We never did any major traveling when our son was an infant, but we did do a weekend ski trip (a group thing) when he was 5 or 6 weeks old. The weekend itself was fine, but of course I was not feeling up to any actual skiing; we did fine on the drive up but the drive home was miserable -- lots of traffic and an uncomfortable baby meant it took FOREVER, with many long stops to nurse in random parking lots. I don't think I'd've wanted to brave an airport at that point, if I had a choice, nor would I want to deal with jet lag on top of normal newborn night waking! And my son was a fairly good sleeper and not at all colicky -- something we could not have known until after he was born, of course, so I wouldn't have wanted to plan a trip ahead of time. anon
I'm thinking of taking our new daughter to England to visit my mum and dad. Unfortunately her dad can't come so I'll be on my own. Now, I've flown back and forth alone loads of times so I'm not worried about me. However, I've never done it with a 4 month old. I cringe as I think of all the times in my impatient 20s when I was unsympathetic to crying babies on those long flights and feel the karma gods preparing for payback! Does anyone have advice for air travel with such young ones? I'm mainly concerned about how she'll be for that length of a flight (10-14 hours depending on tail winds) as well as how it will affect her sleeping patterns. Thanks so much, any advice will be really welcome. Angela
Enjoy it now. It gets really ugly when they hit toddlerhood. Avoiding Blighty until my boy is 4!

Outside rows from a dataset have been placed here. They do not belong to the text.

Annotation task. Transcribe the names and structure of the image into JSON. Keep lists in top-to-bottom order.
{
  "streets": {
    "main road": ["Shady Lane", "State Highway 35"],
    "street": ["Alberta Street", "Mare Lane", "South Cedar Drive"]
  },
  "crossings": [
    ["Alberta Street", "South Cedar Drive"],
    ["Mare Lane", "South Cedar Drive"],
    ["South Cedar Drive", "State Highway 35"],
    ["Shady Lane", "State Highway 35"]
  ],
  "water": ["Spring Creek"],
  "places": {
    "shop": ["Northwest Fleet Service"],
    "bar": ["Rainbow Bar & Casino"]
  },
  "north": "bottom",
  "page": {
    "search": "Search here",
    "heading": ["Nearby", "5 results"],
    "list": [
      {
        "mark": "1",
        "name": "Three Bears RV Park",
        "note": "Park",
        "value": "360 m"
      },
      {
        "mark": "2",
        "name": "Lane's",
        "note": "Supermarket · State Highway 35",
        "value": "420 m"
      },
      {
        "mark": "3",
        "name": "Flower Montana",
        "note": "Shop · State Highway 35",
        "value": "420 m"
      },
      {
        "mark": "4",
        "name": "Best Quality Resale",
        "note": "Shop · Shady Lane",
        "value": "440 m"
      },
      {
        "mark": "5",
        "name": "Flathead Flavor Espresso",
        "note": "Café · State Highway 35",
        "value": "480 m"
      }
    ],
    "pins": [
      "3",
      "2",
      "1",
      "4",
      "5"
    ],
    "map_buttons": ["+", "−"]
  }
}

As for jetlag, in California she would sleep from about 8pm until 6 or 7 am. In England, she would go to sleep with me at around midnight or so and then sleep in very late the next morning. It worked out fine. It turns out jetlag is a much bigger problem for grown-ups than for kids and babies, who (usually) adjust fairly rapidly to a new time zone.
Enjoy your trip. Judith
I didn't sleep a wink either flight- even when my son was sleeping. This resulted in a very tired mom.
OK, some thoughts...Try to get seated in the bulkhead row. That way you're close to the bathroom when you need to go- and you can leave your little one in the airline provided basinette for 30 seconds. You'll be able to hear her if she makes a peep. I was lucky enough to have 2 seats on my flights which gave me some breathing room and a little privacy. I played with my son in the extra seat and when he slept, I put him in the bassinet.
As you might expect, on the flight to the UK, he slept a lot. But on the flight back to SFO he was awake most of the time. Try to befriend the flight attendants who will sympathize with you and provide lots of assistance. I was not very successful here but hopefully you will be.
As for adjusting to the time difference, this was the most difficult part of our trip. I have always done well adjusting, especially when I'm able to sleep on the flight, so I thought my son would be the same. Wrong. My son slept about 8pm-6am without waking, consistently, before our trip to England. After spending 3 weeks in England, he never adjusted to the time change, nor slept through the night. After about 6 days of returning back to California, he was back to sleeping through the night. I hope your baby is able to adjust better than my son.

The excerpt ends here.